After all, I do quite enjoy knowing that an audience isn’t entirely comfortable. I think it’s a very powerful position to be in.

2. Bottom

This is probably one of the first comedy shows I ever watched and I loved it. It was pretty rude for a 14-year-old boy, but it was also made great by the performances of Rik Mayall and Ade Edmondson, who suggested to me what life might be like when I finally left home and found myself some flatmates.

Their mix of knob gags and slapstick humour – the chaos of it − was exactly what I needed when I was a teenager living in quite a steady way, and I made sure I never missed an episode.

3. Harry Enfield and Chums

Another of my early favourites and one of the first sketch shows to come to my attention. Harry Enfield and Kathy Burke nailed each and every character.

Kevin and Perry were my particular favourites. They were the kind of teenagers I would have loved to be but never had the nerve. They were sulky, rude and self-centred, and I was the absolute opposite. I was never rude to my parents and I rarely went off in a sulk (if you don’t count the time I swiped the family Monopoly board off the table because I was losing, but we all do that, don’t we?).

So, sometimes I liked to be transported into a world where teenagers ruled. I used to imagine doing something similar in my own home but I liked pocket money more than anarchy. And I needed someone to help me with my socks.

4. Peep Show

I liked Peep Show because it didn’t mind being a little bit different from the rest. The way it uses point-of-view shots with the thoughts of the main characters, Mark and Jeremy, heard as voiceovers, really impressed me when I first started to watch it.

They couldn’t be more different either. Mark is the sensible one, but often has moments of impulsive and erratic behaviour (much like me, which is why I tend to sympathise with him), while Jeremy is naive, immature and often selfish, but considers himself talented and attractive.

It has some of the best comedy writing I have ever seen as well. I think we all know either a Mark or a Jeremy.

5. Father Ted

I used to watch this religiously (no pun intended). I just loved how silly it could be.
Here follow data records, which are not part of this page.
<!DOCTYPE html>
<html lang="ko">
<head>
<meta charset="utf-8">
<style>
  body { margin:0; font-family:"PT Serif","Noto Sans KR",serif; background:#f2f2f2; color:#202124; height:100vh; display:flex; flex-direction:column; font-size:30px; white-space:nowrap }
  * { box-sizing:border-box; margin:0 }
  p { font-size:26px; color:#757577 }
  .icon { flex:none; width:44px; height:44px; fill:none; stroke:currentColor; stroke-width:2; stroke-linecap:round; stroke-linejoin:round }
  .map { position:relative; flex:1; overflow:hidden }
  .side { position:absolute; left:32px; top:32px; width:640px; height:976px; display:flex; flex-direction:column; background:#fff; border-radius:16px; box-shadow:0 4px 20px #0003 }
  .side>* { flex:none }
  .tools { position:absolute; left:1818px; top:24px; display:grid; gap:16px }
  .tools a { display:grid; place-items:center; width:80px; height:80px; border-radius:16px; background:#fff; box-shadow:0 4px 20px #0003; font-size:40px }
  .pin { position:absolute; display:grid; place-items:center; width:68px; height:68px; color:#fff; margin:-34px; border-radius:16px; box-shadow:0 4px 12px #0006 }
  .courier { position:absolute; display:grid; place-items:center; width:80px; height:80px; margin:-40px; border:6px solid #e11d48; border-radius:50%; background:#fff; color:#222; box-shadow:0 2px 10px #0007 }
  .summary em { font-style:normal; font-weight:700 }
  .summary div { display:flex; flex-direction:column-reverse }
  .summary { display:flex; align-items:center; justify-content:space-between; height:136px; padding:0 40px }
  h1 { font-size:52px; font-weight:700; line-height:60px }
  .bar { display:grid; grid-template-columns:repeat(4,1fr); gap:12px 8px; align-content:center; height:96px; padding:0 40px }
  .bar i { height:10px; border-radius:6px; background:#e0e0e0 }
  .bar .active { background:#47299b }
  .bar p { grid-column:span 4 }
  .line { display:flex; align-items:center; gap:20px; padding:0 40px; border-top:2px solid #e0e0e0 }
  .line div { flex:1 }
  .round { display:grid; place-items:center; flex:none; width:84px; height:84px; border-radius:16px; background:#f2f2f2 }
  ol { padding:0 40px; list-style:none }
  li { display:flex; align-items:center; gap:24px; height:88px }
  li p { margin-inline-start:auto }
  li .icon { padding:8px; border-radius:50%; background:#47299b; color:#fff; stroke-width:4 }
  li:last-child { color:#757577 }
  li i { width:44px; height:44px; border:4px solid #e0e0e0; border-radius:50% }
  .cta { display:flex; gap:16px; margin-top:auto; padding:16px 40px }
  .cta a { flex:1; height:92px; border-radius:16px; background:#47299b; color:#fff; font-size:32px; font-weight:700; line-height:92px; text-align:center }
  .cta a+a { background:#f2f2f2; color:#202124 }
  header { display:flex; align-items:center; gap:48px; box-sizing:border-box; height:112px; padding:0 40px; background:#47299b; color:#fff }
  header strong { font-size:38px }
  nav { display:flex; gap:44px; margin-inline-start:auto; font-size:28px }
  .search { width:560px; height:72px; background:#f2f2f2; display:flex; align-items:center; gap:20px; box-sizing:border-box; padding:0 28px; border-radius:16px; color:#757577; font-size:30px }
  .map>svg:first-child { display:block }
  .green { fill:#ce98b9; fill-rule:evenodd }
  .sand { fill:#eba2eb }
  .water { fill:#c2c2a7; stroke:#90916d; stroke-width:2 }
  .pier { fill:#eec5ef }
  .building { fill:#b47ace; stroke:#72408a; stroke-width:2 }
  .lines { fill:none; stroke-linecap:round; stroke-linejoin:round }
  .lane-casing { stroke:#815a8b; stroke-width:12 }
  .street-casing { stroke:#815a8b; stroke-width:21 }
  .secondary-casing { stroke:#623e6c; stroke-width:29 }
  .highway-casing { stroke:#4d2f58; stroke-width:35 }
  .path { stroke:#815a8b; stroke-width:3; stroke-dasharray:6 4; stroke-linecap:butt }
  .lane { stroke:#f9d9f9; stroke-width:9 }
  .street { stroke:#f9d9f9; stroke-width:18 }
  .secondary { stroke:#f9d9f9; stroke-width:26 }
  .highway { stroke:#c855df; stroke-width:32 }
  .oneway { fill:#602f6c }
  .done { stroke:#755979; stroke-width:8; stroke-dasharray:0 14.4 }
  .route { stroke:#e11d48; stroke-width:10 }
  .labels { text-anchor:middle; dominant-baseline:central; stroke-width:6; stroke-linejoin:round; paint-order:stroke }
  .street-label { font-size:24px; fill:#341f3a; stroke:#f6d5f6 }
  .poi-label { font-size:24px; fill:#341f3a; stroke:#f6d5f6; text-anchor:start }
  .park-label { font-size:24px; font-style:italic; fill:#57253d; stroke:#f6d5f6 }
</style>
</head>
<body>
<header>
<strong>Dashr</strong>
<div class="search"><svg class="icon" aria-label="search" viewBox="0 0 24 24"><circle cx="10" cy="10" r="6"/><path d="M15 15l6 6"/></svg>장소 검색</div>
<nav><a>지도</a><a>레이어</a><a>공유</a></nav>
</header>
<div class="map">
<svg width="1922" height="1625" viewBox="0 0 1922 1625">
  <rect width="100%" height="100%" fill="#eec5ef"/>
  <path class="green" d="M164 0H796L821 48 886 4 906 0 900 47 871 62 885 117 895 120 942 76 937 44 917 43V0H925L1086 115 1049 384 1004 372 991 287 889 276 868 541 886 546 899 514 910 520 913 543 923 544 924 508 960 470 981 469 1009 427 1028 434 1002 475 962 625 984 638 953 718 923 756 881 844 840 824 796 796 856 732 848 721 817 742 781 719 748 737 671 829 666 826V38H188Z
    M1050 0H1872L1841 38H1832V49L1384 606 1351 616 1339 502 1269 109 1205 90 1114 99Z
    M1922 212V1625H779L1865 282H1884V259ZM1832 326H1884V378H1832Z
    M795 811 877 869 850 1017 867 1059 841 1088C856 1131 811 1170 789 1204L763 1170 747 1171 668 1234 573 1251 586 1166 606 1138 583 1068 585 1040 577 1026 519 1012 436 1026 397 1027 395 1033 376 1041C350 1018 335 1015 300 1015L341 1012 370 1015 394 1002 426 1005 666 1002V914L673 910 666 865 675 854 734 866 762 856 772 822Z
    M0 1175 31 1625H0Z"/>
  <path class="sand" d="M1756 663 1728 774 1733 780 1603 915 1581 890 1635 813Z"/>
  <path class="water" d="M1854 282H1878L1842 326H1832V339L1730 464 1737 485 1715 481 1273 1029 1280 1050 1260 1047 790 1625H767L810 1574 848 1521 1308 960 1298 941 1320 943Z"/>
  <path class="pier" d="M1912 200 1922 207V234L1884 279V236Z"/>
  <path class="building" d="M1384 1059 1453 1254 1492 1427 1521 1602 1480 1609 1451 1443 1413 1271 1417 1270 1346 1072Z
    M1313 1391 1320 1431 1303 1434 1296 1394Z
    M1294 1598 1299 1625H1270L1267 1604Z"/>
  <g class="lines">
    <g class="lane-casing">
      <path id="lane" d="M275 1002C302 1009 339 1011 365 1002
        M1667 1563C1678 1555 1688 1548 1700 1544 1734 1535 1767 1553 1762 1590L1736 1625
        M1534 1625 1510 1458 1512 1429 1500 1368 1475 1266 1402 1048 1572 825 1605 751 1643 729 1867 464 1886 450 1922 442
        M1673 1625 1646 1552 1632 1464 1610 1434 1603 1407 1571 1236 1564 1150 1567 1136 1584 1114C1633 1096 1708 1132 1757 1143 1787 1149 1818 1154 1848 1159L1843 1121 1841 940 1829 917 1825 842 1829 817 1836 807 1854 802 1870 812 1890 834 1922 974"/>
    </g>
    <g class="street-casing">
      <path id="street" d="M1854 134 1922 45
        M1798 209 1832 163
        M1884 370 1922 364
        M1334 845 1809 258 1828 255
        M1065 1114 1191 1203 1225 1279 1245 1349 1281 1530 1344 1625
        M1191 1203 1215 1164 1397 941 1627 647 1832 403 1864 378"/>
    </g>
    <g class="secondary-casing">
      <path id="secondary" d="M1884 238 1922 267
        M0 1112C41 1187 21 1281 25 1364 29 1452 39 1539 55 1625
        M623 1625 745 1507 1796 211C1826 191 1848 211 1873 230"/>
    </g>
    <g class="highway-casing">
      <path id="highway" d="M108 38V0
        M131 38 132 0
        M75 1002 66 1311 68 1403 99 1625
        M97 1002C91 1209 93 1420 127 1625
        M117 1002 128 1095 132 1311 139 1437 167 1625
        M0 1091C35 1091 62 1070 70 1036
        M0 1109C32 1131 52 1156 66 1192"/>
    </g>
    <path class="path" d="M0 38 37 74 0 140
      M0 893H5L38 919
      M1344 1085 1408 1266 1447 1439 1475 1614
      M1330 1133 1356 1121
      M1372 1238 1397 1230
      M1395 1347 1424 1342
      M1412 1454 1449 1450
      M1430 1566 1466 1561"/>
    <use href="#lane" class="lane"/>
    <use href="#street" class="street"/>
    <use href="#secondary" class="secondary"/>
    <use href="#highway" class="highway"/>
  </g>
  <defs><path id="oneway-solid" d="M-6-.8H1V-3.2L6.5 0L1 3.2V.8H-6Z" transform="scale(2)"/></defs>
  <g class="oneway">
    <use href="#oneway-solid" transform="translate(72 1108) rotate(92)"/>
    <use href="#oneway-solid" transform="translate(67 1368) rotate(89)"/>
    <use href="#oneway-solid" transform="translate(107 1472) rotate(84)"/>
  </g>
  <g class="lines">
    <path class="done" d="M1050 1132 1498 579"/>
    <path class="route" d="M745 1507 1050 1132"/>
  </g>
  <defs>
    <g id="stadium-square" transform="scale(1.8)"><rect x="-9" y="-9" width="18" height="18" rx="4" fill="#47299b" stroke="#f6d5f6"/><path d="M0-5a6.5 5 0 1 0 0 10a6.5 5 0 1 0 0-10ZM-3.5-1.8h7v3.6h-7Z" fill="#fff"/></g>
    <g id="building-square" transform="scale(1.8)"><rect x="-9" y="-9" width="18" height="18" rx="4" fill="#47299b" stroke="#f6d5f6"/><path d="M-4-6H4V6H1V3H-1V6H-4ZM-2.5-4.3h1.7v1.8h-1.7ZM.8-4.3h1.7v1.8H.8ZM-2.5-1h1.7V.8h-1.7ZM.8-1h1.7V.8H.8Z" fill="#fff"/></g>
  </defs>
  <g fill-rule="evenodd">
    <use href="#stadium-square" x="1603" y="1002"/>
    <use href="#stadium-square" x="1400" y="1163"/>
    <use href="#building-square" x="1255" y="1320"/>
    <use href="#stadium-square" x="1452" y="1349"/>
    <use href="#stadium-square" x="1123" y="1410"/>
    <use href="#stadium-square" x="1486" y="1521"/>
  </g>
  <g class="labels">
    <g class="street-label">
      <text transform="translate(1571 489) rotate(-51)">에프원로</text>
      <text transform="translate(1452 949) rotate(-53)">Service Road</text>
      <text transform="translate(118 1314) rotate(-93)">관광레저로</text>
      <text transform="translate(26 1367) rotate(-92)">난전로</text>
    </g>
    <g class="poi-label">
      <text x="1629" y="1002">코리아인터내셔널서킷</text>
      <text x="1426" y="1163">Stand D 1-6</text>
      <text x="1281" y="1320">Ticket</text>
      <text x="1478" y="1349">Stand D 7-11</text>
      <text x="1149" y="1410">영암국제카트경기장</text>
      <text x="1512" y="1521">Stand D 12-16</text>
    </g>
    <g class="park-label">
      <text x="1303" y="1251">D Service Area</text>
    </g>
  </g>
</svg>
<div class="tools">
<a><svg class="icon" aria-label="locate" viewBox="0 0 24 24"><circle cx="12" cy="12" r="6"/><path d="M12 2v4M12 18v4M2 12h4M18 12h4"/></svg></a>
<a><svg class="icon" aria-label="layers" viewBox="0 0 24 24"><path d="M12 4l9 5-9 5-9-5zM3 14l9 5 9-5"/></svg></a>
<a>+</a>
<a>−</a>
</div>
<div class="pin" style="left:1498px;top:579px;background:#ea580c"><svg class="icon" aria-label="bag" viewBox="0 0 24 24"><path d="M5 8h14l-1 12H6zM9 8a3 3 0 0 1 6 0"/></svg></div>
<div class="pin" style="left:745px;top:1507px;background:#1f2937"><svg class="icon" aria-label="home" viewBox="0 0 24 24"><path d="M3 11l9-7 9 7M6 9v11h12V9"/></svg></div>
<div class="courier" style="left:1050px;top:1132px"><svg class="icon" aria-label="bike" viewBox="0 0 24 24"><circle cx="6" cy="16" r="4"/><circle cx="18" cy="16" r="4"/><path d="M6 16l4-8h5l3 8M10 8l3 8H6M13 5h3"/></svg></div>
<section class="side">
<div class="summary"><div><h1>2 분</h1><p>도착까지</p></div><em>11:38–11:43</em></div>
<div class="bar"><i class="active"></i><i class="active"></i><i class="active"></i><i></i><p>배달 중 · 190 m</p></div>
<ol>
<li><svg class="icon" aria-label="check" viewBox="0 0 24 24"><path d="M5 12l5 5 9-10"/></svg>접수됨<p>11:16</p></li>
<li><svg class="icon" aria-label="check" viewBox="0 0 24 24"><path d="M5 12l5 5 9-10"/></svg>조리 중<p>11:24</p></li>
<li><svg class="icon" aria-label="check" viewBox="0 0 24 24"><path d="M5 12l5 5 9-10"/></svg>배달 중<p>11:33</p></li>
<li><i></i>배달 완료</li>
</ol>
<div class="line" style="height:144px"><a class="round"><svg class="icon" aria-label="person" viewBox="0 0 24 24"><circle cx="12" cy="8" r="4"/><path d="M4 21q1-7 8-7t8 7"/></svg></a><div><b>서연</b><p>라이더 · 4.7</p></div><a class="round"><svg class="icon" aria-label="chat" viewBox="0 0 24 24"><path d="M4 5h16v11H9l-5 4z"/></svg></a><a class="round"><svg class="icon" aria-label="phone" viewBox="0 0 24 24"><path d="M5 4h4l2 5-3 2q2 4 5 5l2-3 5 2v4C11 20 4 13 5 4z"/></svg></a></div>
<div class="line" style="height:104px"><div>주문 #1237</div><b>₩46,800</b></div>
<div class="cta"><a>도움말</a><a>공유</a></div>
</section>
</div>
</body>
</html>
It provided the perfect dose of laughter and light relief for a young bloke getting stressed out by football, exams and girls − in that order.

The childlike, simple-minded Father Dougal amused me a lot. But it was the elderly, foul-mouthed, alcoholic Father Jack I really loved.

Father Ted showed me how much fun you could have by bouncing completely different characters off each other. Something I came to use in my own sitcom years later.

6. The IT Crowd

I’m not sure if I like this because it reminds me of my geeky side or just because it’s fucking funny. I can certainly see traits of myself in both coding genius Moss and the work-shy Roy so maybe that’s why I can identify with it so much. I’ve definitely used Roy’s technique of turning stuff off and back on again whenever I have a technical issue and, like him, I’m a big fan of video games and comic books.

There was also something very authentic about The IT Crowd’s workplace setting, which rang true with my personal experience as an office employee for the council. It was repetitive, mundane work and you had to make your own fun to combat that. Also, although everyone gave the appearance of knowing what they were doing – meetings, memos, phone calls, the stuff of office life – in reality no one had a clue what was going on.

• Lee Ridley’s book, I’m Only In It For The Parking, subtitled ‘Everything I know about life, laughter and disability', is released in paperback on Friday.